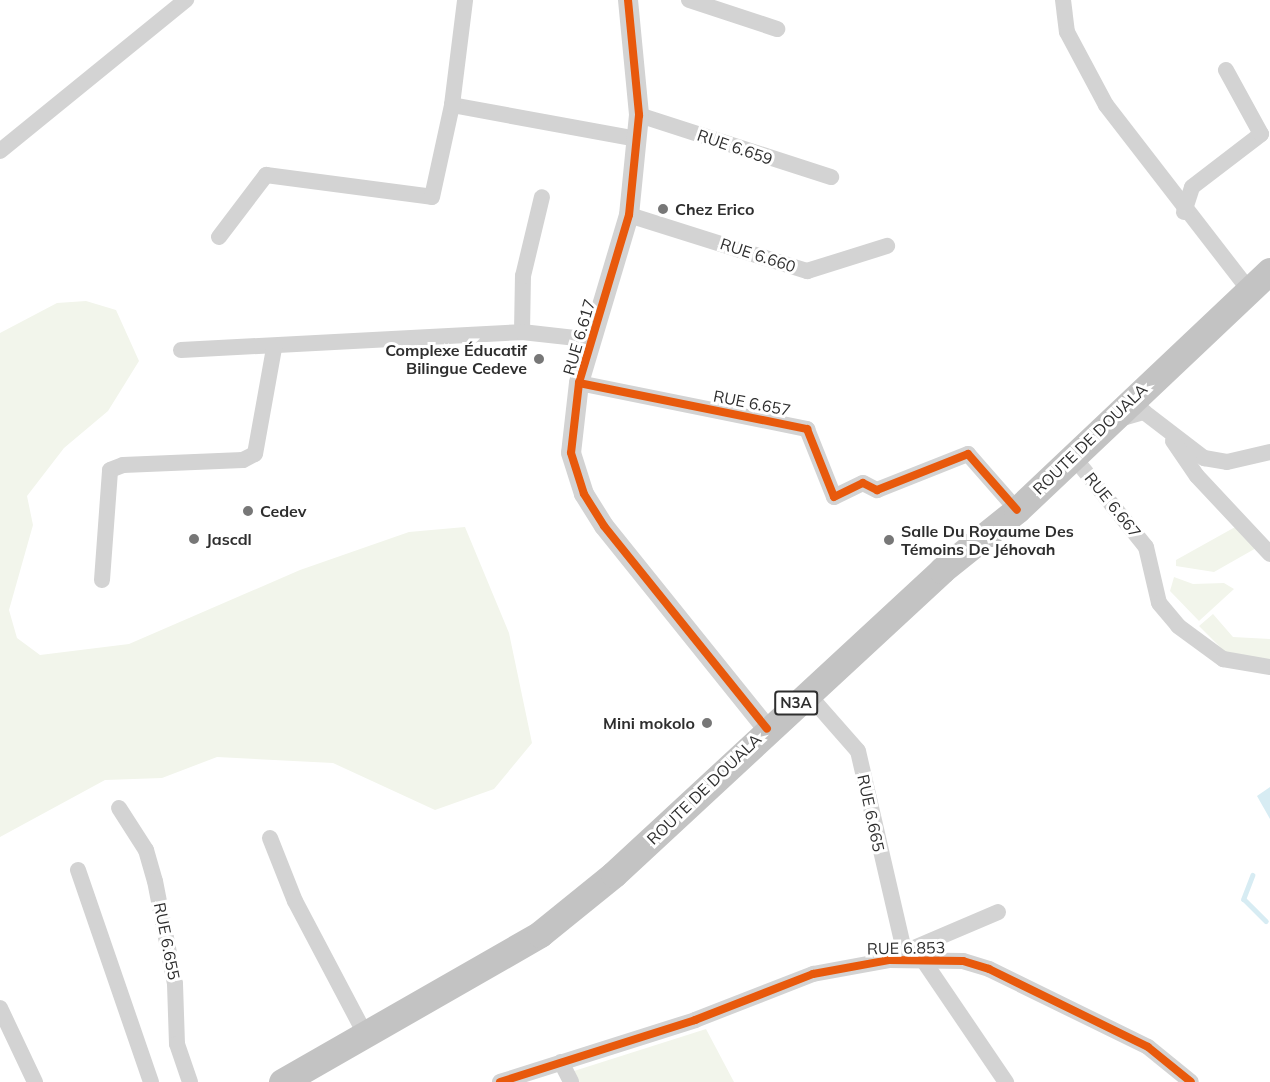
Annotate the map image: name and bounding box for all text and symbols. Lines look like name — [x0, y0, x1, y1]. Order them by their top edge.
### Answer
street label: RUE 6.659 — [695, 125, 775, 169]
place label: Chez Erico — [675, 199, 754, 219]
marker: Chez Erico — [656, 202, 670, 216]
street label: RUE 6.660 — [718, 234, 798, 276]
street label: RUE 6.617 — [559, 297, 599, 377]
place label: Complexe Éducatif Bilingue Cedeve — [385, 340, 527, 378]
marker: Complexe Éducatif Bilingue Cedeve — [532, 352, 546, 366]
street label: ROUTE DE DOUALA — [1029, 379, 1151, 499]
street label: RUE 6.657 — [712, 386, 792, 420]
street label: RUE 6.667 — [1081, 469, 1145, 541]
place label: Cedev — [260, 501, 306, 521]
marker: Cedev — [241, 504, 255, 518]
place label: Salle Du Royaume Des Témoins De Jéhovah — [901, 521, 1074, 559]
place label: Jascdl — [206, 529, 252, 549]
marker: Jascdl — [187, 532, 201, 546]
marker: Salle Du Royaume Des Témoins De Jéhovah — [882, 533, 896, 547]
road number: N3A — [774, 691, 818, 715]
place label: Mini mokolo — [603, 713, 695, 733]
marker: Mini mokolo — [700, 716, 714, 730]
street label: ROUTE DE DOUALA — [643, 729, 765, 849]
street label: RUE 6.665 — [853, 773, 889, 853]
street label: RUE 6.655 — [150, 901, 184, 981]
street label: RUE 6.853 — [867, 938, 945, 958]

■ REQUIREMENT
Gather all lines from the listing above in which "Complexe" occurs.

■ ANSWER TO THIS PROBLEM
place label: Complexe Éducatif Bilingue Cedeve — [385, 340, 527, 378]
marker: Complexe Éducatif Bilingue Cedeve — [532, 352, 546, 366]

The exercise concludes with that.